NEWS
2018 FENCE Jury Choice Award featuring Griselda San Martin
Hot:70 Date:2018-09-04
2018 FENCE Jury Choice Award featuring Griselda San Martin
Griselda San Martin is the recipient of the 2018 FENCE Jury Choice Award where she was awarded a $5,000 Grant plus an exhibition at Photoville.
United Photo Industries' fourth collaboration with the NYC Parks Department and the DUMBO Business Improvement District displays the powerful work of photographer Griselda San Martin’s very powerful project on the already existing wall that divides the United States and Mexico, as a large scale photographic public art exhibition in DUMBO Brooklyn at the foot of the Brooklyn Bridge pedestrian entrance.
Located on Washington Street in DUMBO, Brooklyn, between Prospect & York Street, the exhibit will be on display from August 21 – December 20, 2018.
At the juncture of San Diego, California; and Tijuana, Mexico, the border wall’s rusting steel bars plunge into the sand, extending 300 feet into the Pacific Ocean, and casting a long and conflicting shadow.
“The Wall” is a documentary project about Friendship Park, a stretch of the U.S.-Mexico border where families meet to share intimate moments through the metal fence that separates them.
Physical borders create symbolic boundaries that reinforce the rhetoric of “us versus them,” in which immigrants are seen as a threat to traditional narratives ingrained in various communities across America. The existence of these fences illustrates anti-immigrant sentiment, legitimizing exclusionary practices and justifying harsh government action. Once erected, they become enduring, permanent features of the geopolitical landscape and a powerful, aggressive reminder to immigrants that they don’t belong.

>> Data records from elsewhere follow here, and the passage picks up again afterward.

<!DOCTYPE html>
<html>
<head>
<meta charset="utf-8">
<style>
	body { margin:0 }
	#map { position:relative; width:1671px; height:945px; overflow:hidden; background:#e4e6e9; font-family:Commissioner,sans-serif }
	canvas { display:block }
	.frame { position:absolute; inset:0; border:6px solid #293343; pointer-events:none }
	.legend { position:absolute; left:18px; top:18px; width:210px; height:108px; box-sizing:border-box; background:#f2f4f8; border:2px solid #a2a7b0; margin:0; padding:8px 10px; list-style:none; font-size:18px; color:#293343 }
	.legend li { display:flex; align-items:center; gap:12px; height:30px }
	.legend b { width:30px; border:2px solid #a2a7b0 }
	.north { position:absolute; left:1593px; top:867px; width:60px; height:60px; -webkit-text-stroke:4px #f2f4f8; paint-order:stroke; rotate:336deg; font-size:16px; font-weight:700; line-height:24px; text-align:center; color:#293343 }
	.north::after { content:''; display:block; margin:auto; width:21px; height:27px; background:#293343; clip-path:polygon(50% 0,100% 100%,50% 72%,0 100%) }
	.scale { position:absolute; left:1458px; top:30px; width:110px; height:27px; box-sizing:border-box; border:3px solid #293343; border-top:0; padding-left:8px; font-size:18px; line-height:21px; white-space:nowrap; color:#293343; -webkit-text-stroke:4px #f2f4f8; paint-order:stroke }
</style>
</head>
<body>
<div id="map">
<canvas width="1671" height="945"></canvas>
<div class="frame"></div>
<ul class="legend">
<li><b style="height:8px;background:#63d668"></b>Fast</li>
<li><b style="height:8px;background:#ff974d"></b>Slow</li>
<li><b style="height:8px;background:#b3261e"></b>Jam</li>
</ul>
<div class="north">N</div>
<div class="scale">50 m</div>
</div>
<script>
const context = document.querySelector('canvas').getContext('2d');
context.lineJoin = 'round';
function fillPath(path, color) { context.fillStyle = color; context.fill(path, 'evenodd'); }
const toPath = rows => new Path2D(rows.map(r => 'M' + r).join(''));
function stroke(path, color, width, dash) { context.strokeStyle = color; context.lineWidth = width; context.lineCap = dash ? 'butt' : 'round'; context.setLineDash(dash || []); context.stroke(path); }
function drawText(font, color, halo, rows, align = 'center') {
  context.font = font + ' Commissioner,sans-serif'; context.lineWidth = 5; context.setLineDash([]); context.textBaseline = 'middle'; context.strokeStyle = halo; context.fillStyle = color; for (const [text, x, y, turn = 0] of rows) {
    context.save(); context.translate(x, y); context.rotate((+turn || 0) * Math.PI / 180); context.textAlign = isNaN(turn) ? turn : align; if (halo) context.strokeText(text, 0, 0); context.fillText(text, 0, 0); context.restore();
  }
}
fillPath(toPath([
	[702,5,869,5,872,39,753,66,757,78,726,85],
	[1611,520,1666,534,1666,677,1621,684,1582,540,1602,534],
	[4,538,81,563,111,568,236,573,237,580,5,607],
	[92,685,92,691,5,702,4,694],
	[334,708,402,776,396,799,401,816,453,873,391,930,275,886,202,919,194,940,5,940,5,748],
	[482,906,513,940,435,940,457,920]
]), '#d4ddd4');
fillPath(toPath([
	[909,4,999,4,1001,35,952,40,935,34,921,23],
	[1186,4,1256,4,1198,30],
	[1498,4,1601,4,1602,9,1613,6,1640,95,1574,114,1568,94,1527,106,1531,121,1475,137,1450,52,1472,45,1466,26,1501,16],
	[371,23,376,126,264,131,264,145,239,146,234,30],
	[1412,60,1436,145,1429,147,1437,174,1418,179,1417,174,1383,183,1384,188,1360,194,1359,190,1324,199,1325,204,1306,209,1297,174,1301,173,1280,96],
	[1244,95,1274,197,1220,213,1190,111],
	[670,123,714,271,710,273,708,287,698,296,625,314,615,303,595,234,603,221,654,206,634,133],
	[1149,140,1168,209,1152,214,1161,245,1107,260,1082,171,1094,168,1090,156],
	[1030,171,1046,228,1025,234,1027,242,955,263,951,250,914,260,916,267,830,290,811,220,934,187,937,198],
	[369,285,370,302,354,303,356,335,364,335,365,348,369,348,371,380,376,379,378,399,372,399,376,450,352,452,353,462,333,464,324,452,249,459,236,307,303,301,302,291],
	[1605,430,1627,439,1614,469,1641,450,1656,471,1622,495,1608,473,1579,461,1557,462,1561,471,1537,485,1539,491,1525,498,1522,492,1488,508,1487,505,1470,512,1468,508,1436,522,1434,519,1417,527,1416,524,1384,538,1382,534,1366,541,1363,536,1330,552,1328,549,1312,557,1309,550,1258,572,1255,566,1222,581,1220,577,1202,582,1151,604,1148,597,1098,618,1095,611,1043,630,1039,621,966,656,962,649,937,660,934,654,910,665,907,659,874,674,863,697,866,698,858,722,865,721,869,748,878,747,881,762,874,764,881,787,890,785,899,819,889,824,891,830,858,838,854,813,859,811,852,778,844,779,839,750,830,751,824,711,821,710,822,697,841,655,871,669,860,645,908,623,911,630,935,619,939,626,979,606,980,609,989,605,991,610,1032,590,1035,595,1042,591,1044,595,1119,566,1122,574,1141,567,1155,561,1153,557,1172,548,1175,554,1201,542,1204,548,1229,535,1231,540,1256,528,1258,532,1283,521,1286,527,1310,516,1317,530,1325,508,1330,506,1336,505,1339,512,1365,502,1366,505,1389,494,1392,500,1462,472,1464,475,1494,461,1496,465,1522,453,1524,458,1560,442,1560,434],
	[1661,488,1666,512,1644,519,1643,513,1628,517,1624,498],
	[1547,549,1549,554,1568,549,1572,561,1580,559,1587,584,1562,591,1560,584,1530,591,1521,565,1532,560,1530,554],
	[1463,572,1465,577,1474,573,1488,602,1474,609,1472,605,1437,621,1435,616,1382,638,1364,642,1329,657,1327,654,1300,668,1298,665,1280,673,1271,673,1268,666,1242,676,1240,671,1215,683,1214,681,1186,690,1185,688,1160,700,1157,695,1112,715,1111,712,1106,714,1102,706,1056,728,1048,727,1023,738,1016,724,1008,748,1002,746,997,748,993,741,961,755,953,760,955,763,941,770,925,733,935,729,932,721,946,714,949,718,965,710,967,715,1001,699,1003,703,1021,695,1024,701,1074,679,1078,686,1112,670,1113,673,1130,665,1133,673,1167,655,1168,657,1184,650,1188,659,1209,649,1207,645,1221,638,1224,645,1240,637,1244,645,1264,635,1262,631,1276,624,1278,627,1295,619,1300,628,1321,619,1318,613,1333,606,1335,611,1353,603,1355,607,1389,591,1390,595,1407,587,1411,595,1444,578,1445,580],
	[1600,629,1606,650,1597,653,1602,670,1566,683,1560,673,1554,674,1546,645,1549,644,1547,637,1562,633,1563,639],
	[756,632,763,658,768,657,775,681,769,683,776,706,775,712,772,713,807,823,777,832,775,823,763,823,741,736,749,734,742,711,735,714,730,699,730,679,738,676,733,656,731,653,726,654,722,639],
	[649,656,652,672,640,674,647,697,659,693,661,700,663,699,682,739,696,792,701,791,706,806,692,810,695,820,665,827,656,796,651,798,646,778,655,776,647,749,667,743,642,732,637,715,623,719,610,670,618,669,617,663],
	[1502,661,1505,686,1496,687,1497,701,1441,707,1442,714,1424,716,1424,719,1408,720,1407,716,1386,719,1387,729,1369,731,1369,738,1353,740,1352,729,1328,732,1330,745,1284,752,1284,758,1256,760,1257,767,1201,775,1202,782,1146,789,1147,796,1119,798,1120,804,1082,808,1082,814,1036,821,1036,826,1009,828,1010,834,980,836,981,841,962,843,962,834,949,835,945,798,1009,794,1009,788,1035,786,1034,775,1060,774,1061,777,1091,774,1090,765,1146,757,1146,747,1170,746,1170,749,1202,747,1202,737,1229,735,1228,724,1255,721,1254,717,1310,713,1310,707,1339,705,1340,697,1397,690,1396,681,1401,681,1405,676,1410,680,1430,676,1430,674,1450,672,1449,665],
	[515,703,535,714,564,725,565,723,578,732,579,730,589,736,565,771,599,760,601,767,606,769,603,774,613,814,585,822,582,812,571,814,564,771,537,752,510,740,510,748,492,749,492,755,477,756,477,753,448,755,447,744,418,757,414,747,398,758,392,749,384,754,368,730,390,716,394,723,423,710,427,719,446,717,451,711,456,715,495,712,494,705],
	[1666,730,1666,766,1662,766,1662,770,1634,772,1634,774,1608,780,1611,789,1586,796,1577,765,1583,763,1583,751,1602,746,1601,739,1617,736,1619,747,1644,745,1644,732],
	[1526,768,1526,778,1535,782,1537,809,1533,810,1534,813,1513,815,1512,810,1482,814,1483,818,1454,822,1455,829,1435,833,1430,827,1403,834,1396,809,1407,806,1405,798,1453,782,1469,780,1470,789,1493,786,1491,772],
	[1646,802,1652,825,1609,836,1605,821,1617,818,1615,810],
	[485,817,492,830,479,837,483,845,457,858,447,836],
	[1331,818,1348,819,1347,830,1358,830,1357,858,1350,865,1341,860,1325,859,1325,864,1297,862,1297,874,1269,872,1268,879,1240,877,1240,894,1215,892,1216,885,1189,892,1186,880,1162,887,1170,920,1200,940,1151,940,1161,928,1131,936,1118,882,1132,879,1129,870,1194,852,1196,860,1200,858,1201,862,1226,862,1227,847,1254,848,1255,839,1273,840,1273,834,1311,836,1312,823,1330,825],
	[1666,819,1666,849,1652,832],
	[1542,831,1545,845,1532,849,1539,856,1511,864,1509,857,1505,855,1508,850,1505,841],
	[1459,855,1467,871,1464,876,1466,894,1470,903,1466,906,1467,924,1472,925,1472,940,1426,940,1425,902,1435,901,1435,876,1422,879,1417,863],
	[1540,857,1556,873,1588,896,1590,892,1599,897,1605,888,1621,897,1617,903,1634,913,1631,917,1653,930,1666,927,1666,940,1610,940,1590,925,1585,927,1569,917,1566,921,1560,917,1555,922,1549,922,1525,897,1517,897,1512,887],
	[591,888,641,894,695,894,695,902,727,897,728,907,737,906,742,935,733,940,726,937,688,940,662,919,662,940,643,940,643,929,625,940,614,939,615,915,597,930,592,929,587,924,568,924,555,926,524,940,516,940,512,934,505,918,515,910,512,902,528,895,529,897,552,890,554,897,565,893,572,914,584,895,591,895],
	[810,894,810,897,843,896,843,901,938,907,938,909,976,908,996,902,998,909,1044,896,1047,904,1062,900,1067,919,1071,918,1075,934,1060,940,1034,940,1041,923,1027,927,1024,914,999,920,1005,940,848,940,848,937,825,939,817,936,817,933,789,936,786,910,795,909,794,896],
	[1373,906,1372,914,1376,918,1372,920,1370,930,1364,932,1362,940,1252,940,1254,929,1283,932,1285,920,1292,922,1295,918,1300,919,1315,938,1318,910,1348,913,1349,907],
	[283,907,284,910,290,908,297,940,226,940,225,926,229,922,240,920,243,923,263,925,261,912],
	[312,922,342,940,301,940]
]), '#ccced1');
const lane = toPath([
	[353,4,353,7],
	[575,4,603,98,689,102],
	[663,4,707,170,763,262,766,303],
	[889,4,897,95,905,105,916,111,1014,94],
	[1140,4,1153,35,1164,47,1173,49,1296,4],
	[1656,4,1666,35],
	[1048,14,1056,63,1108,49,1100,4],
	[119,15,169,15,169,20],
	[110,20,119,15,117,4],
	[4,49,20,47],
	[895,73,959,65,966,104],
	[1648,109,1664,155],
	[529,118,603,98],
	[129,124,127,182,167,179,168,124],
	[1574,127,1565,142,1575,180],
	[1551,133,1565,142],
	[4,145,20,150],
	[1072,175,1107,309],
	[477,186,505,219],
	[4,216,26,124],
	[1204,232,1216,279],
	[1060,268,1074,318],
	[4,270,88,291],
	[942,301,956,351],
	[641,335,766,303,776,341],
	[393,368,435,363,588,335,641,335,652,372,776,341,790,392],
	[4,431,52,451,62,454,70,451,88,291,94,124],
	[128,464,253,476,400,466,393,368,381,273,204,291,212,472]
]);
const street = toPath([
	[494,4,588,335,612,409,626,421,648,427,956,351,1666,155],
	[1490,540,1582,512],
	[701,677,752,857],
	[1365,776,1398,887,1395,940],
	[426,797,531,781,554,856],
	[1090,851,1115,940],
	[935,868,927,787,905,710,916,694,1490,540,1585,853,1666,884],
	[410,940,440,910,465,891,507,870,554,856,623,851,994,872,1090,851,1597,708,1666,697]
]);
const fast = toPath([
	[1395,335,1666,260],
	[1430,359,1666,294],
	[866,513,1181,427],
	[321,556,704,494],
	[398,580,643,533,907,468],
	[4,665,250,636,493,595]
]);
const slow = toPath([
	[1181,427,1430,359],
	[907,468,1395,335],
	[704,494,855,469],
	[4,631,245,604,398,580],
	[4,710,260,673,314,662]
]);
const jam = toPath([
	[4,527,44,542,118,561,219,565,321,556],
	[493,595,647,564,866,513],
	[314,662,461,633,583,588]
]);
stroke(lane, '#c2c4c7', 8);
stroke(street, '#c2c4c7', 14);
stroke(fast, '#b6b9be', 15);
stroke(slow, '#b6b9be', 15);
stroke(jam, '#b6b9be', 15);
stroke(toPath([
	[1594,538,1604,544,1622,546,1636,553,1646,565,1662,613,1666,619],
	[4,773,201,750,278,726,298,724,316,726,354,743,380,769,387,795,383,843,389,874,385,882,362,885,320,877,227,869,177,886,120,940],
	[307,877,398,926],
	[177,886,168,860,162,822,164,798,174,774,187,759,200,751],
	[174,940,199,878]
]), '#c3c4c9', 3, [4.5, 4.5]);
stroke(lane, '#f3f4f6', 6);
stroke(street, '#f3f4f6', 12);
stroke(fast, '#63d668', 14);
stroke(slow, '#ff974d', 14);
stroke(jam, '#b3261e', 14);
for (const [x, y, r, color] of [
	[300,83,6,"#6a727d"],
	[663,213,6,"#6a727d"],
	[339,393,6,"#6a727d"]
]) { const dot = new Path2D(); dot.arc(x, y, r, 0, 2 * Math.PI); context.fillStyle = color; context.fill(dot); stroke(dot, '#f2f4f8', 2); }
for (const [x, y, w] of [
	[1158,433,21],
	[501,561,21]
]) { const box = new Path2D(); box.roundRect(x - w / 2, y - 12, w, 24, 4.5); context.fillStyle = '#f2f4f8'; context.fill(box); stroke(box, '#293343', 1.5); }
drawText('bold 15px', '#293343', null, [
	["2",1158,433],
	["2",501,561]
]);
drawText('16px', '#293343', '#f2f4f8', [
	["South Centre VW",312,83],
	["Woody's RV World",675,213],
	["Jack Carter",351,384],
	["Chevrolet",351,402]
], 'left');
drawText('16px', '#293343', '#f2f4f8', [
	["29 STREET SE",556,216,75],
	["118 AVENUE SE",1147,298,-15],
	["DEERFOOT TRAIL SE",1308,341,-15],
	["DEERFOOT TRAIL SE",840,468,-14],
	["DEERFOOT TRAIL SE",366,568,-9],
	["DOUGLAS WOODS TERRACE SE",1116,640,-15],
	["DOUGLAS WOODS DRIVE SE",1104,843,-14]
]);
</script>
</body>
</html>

"By calling attention to the human interactions at Friendship Park, where families visit and speak with one another through a metal fence, I attempt to neutralize what this wall was built to create—separation," said Griselda San Martin. "My goal is to transform the discourse of border security into a conversation about immigrant visibility, addressing audiences on both sides of the wall by challenging popular assumptions, or by reminding them that they are seen, heard and that they matter. I believe this work is especially meaningful now, given the current socio-political global context."